3. Specific implications for finned-tube heat exchangers
In finned-tube heat exchangers, the corrosive gas usually flows around the outside of the tubes —in contact with the fins— while the process fluid flows inside. This configuration means that the materials in contact with the gas are the tubes and the fins, and that the selection of one and the other cannot be made independently.
- The tubes are the primary barrier: the tube material is what determines the equipment's resistance to the corrosive gas. In H₂S or halogenated gas service, incorrect tube material selection is the main cause of premature failure. Carbon steel tubes are the lowest-cost solution, but their use must be confined to environments without H₂S in sour service, without significant chlorides and at moderate temperatures.
- Aluminium fins: suitable for general service, not for corrosive gases: aluminium is the standard material for fins in industrial heat exchangers due to its good thermal conductivity, low weight and cost. However, it is vulnerable to environments with HCl, HF, strong bases or ammonia with moisture. For gases containing these substances, the alternatives are stainless steel fins (greater resistance, lower conductivity) or fins with a specific protective coating (PVDF, Heresite or others, with temperature limitations).
- The tube-fin joint: a critical galvanic corrosion point: when the tubes and fins are of different materials —for example, stainless steel tubes and aluminium fins— the joint between them can be a galvanic corrosion site if the gas is humid or if occasional condensation occurs. In dry environments, the risk is much lower. The most robust solution is to use the same material for tubes and fins, although this increases cost.

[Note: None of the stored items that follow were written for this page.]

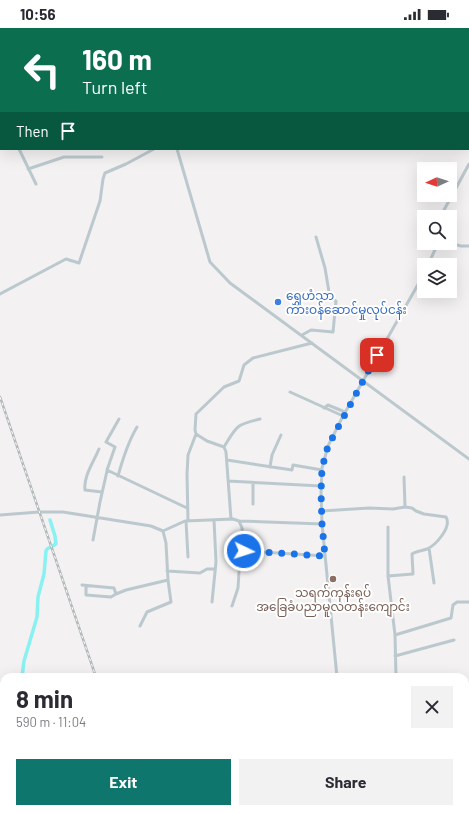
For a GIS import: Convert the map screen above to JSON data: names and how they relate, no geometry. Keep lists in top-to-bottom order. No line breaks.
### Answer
{"places":["ရွှေဟံသာ ကားဝန်ဆောင်မှုလုပ်ငန်း","သရက်ကုန်းရပ် အခြေခံပညာမူလတန်းကျောင်း"],"north":"left","page":{"status":"10:56","turn":["160 m","Turn left"],"then":"Then","heading":["8 min","590 m · 11:04"],"buttons":["Exit","Share"]}}
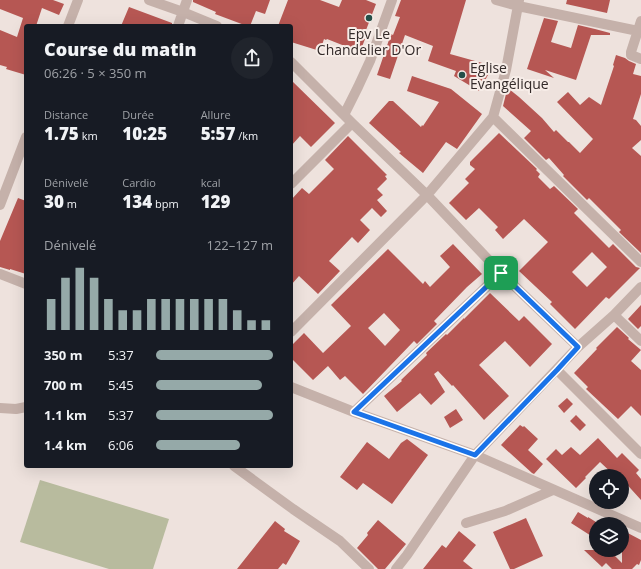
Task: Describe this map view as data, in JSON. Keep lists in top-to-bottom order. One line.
{"places":["Epv Le Chandelier D'Or","Eglise Evangélique"],"page":{"heading":["Course du matin","06:26 · 5 × 350 m"],"stats":[["Distance","1.75 km"],["Durée","10:25"],["Allure","5:57 /km"],["Dénivelé","30 m"],["Cardio","134 bpm"],["kcal","129"]],"chart":["Dénivelé","122–127 m"],"list":[{"name":"350 m","note":"5:37"},{"name":"700 m","note":"5:45"},{"name":"1.1 km","note":"5:37"},{"name":"1.4 km","note":"6:06"}]}}
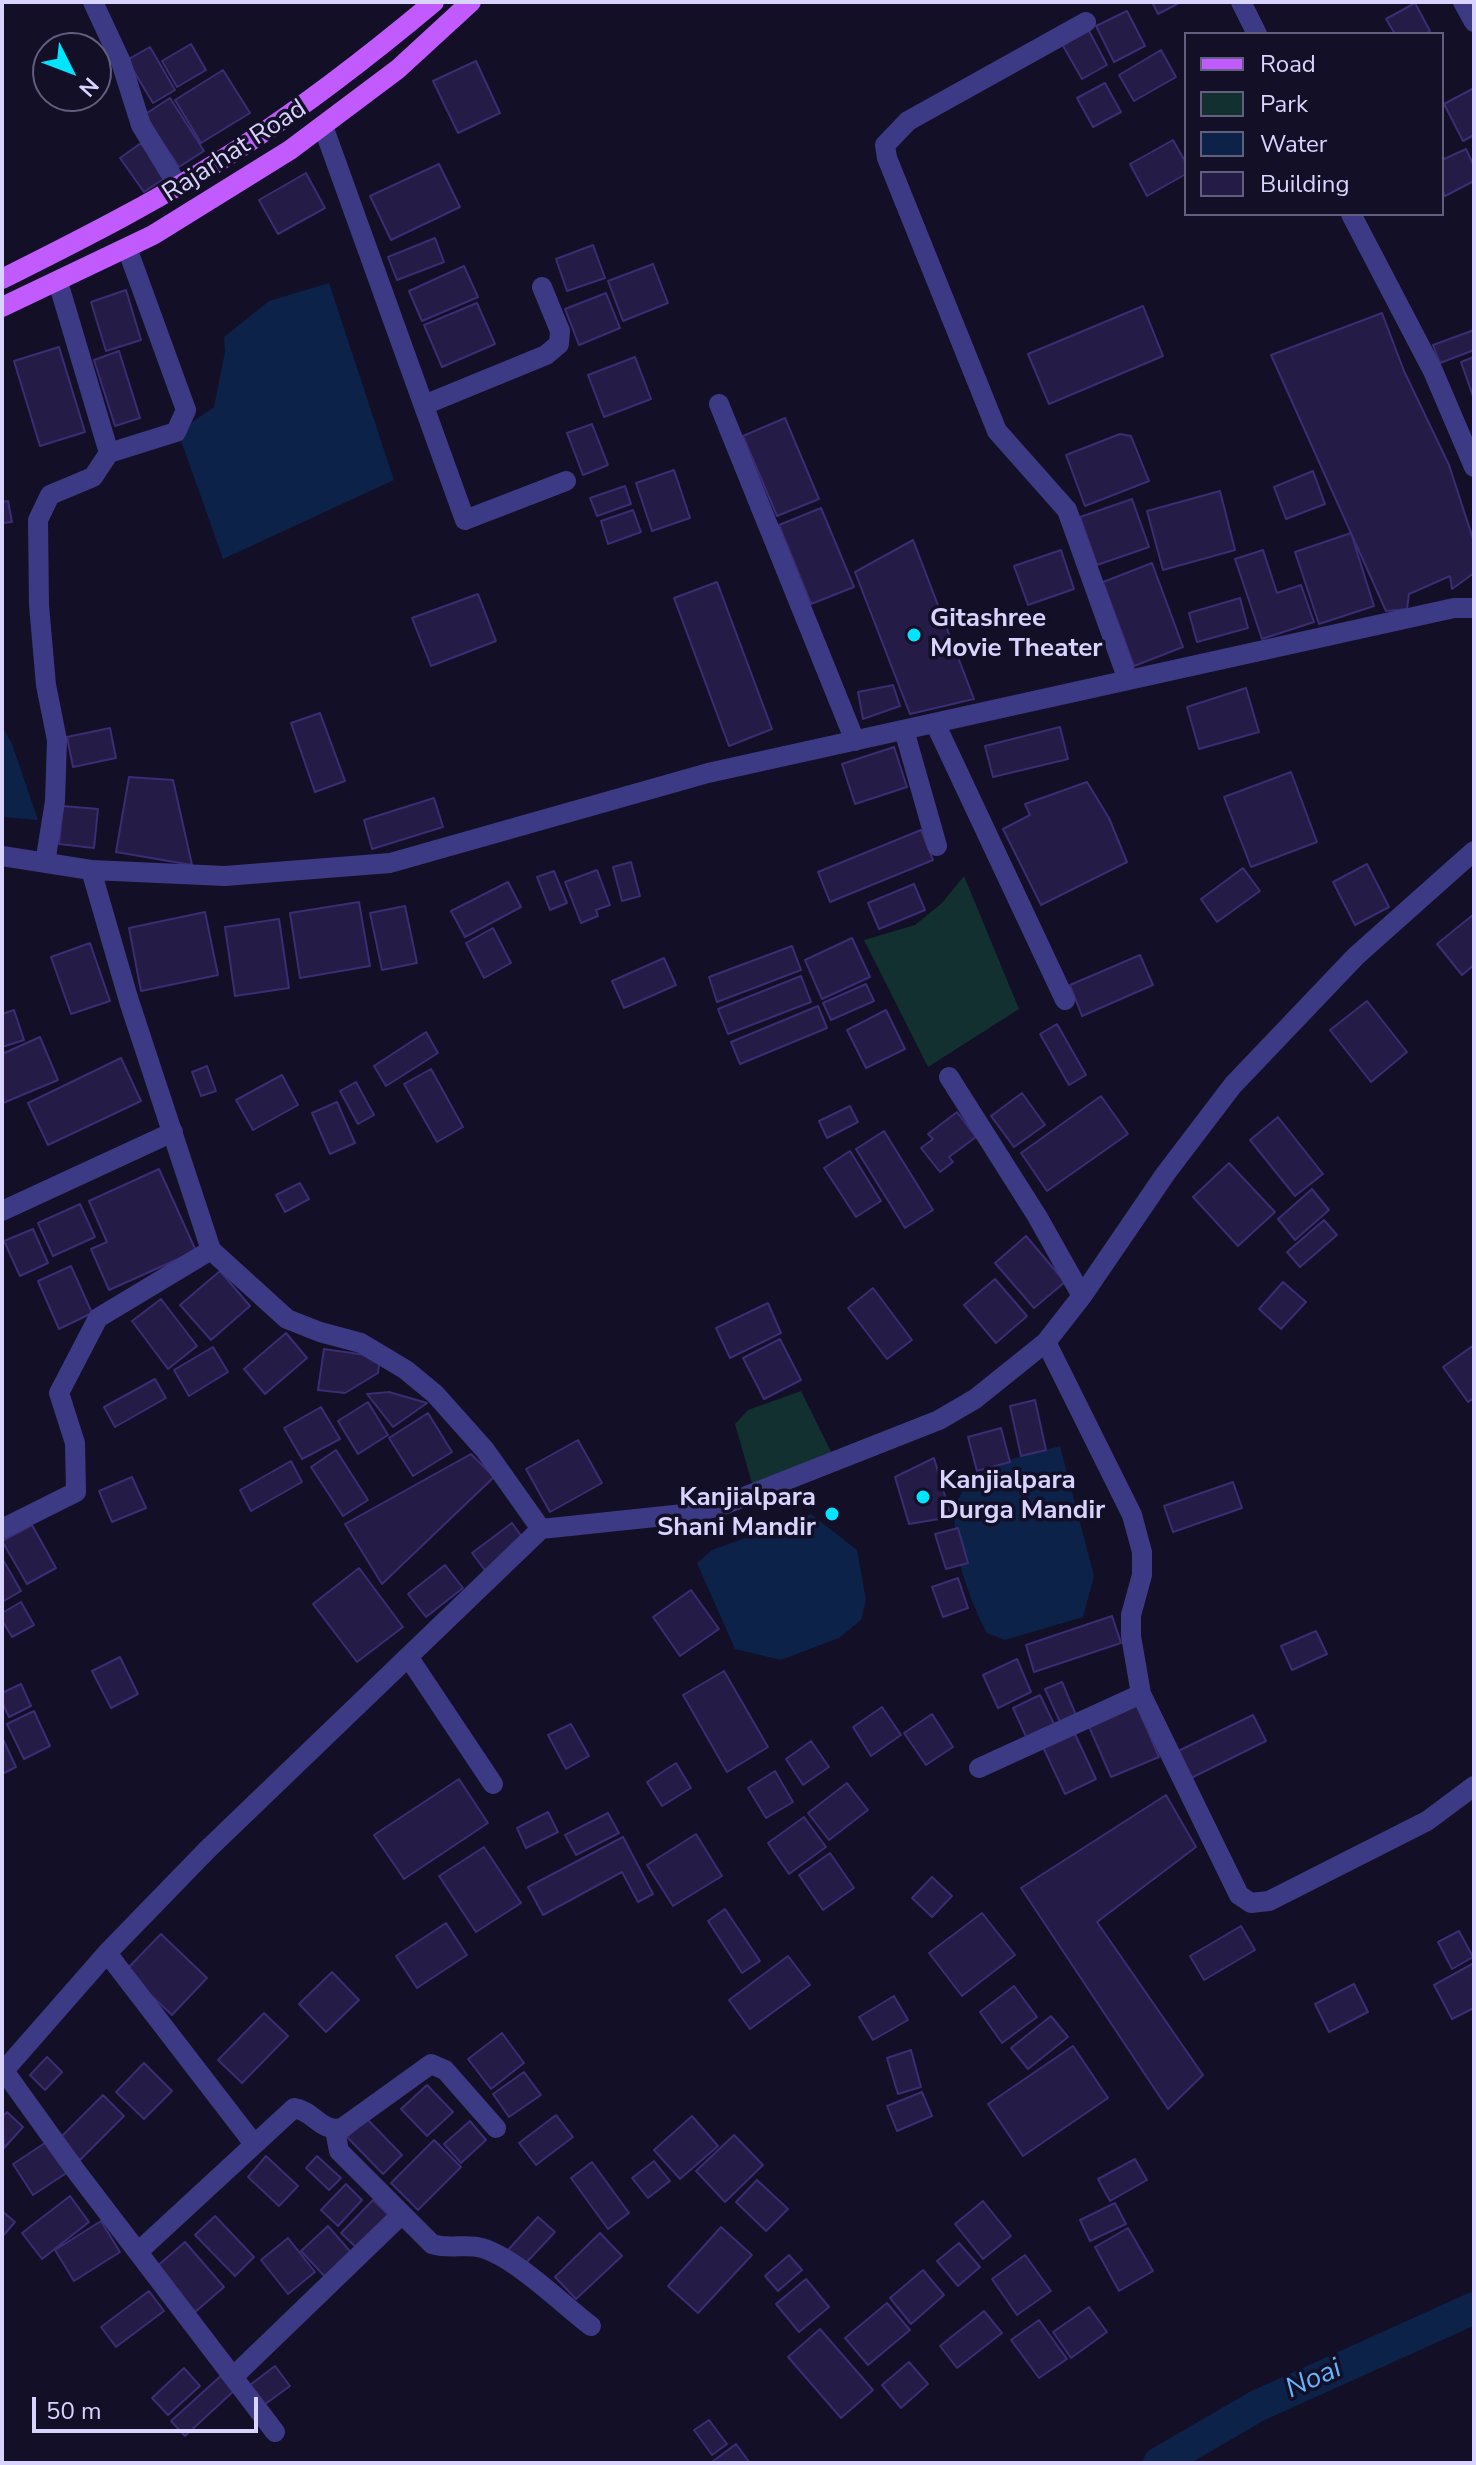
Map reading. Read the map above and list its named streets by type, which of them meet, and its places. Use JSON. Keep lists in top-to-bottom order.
{
  "streets": {
    "main road": ["Rajarhat Road"]
  },
  "water": ["Noai"],
  "places": ["Gitashree Movie Theater", "Kanjialpara Durga Mandir", "Kanjialpara Shani Mandir"],
  "legend": [
    "Road",
    "Park",
    "Water",
    "Building"
  ],
  "scale_bar": "50 m",
  "north": "bottom right"
}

- The headers and manifolds: in configurations with corrosive gas on the fin side, the internal fluid headers are not in contact with the gas. However, if the gas temperature is sufficiently high, the headers must be compatible with it from a mechanical standpoint, and their material must be compatible with the internal fluid.

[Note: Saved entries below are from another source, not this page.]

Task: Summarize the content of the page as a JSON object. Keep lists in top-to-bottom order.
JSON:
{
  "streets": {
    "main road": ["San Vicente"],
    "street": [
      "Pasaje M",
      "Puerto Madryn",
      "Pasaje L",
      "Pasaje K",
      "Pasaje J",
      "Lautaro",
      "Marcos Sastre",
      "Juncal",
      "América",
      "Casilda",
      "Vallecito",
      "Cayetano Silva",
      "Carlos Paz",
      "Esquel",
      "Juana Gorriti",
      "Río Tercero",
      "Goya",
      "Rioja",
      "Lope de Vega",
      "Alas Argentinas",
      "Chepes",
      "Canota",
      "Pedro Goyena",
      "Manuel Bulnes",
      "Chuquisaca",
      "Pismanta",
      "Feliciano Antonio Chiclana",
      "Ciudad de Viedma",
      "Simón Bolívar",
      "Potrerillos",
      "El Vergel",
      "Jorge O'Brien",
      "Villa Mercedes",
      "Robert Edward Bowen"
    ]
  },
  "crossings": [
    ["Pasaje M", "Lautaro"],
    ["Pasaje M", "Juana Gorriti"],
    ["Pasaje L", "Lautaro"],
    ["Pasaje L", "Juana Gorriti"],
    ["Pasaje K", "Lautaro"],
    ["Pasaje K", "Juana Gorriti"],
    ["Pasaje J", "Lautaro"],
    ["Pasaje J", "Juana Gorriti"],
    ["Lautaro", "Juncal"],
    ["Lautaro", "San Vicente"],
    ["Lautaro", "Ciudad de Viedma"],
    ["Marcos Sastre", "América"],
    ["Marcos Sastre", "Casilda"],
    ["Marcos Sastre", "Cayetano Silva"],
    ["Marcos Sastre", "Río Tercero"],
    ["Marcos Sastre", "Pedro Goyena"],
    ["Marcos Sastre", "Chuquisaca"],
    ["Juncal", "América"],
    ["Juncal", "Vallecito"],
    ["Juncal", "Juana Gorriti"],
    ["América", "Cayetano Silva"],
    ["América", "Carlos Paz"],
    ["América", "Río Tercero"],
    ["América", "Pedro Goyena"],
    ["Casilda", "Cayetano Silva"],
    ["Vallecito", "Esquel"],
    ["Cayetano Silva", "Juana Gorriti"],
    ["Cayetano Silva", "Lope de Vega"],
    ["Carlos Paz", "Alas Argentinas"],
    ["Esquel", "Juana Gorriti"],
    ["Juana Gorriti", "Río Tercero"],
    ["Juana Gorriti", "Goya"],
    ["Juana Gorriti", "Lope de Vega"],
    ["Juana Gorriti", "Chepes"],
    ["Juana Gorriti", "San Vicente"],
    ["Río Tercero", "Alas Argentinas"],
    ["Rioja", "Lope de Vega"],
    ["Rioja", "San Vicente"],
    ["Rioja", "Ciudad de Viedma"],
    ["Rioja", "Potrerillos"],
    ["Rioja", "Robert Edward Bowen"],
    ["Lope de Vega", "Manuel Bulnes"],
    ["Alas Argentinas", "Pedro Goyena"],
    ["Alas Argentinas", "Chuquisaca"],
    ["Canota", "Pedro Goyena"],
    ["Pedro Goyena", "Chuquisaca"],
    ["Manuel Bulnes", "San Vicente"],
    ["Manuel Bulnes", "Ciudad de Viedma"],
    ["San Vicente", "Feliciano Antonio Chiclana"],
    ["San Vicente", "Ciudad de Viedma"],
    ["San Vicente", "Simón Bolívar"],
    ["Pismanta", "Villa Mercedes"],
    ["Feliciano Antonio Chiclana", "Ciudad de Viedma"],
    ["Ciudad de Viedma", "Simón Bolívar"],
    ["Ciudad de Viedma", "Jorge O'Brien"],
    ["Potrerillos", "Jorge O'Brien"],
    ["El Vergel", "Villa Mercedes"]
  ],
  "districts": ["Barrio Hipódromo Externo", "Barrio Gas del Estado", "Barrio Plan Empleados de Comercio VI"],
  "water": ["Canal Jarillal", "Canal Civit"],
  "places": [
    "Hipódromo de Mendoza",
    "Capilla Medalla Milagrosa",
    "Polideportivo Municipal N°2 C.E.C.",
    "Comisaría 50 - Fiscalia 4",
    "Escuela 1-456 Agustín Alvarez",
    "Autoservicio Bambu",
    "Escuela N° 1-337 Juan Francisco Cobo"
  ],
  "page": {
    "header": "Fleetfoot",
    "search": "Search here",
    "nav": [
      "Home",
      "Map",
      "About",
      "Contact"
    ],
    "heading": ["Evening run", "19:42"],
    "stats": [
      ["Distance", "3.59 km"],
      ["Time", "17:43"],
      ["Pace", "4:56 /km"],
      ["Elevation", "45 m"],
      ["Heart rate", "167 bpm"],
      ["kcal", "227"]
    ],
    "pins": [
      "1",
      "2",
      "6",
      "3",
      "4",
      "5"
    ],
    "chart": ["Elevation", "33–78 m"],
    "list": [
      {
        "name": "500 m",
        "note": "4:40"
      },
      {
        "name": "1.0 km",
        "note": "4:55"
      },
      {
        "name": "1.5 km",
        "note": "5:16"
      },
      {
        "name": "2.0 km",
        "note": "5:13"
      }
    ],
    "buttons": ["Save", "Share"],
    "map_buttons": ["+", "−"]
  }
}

4. The acid dew point: a design parameter with two possible strategies
In heat recuperators that cool combustion gases or process gases containing SO₂, SO₃, HCl or HF, there is a temperature below which the gas begins to condense acids on the equipment surfaces. This limit —the acid dew point— is specific to the gas composition and varies according to the fuel, the process conditions and the pressure. It is not a value that can be measured directly in operation: it must be calculated or estimated from the gas composition and verified where possible.
To address this phenomenon, two technically valid design strategies exist, with very different implications for materials, energy efficiency and cost:
The equipment is designed so that the minimum wall temperature of the exchanger remains above the acid dew point at every point, thereby avoiding condensation. This is achieved by controlling the cooling fluid temperature, the geometric design of the equipment and the selection of corrosion-resistant materials in the highest-risk zone. This is the usual strategy in conventional recuperators. Its limitation is that the gas outlet temperature is bounded above the dew point, which restricts the amount of recoverable heat and excludes the latent heat of the water vapour contained in the gases.
When the equipment is conceived specifically to work in condensing mode —condensing economisers or condensation recuperators— the gases are cooled below the dew point in a controlled manner. This allows recovery of not only the sensible heat of the gases but also the latent heat of condensation of the water vapour present in them, which in natural gas combustion gases is significant given the high proportion of H₂O resulting from the combustion of methane. The result is a higher overall thermal efficiency of the installation. This strategy is viable in combustion gases from natural gas, diesel, fuel oil and other fuels, provided the equipment is designed with materials suited to contact with the acid condensate generated, with geometry allowing correct condensate drainage, and with the condensate water management systems the process requires. The fuel composition —particularly its sulphur content— determines the aggressiveness of the condensate and therefore the material requirements.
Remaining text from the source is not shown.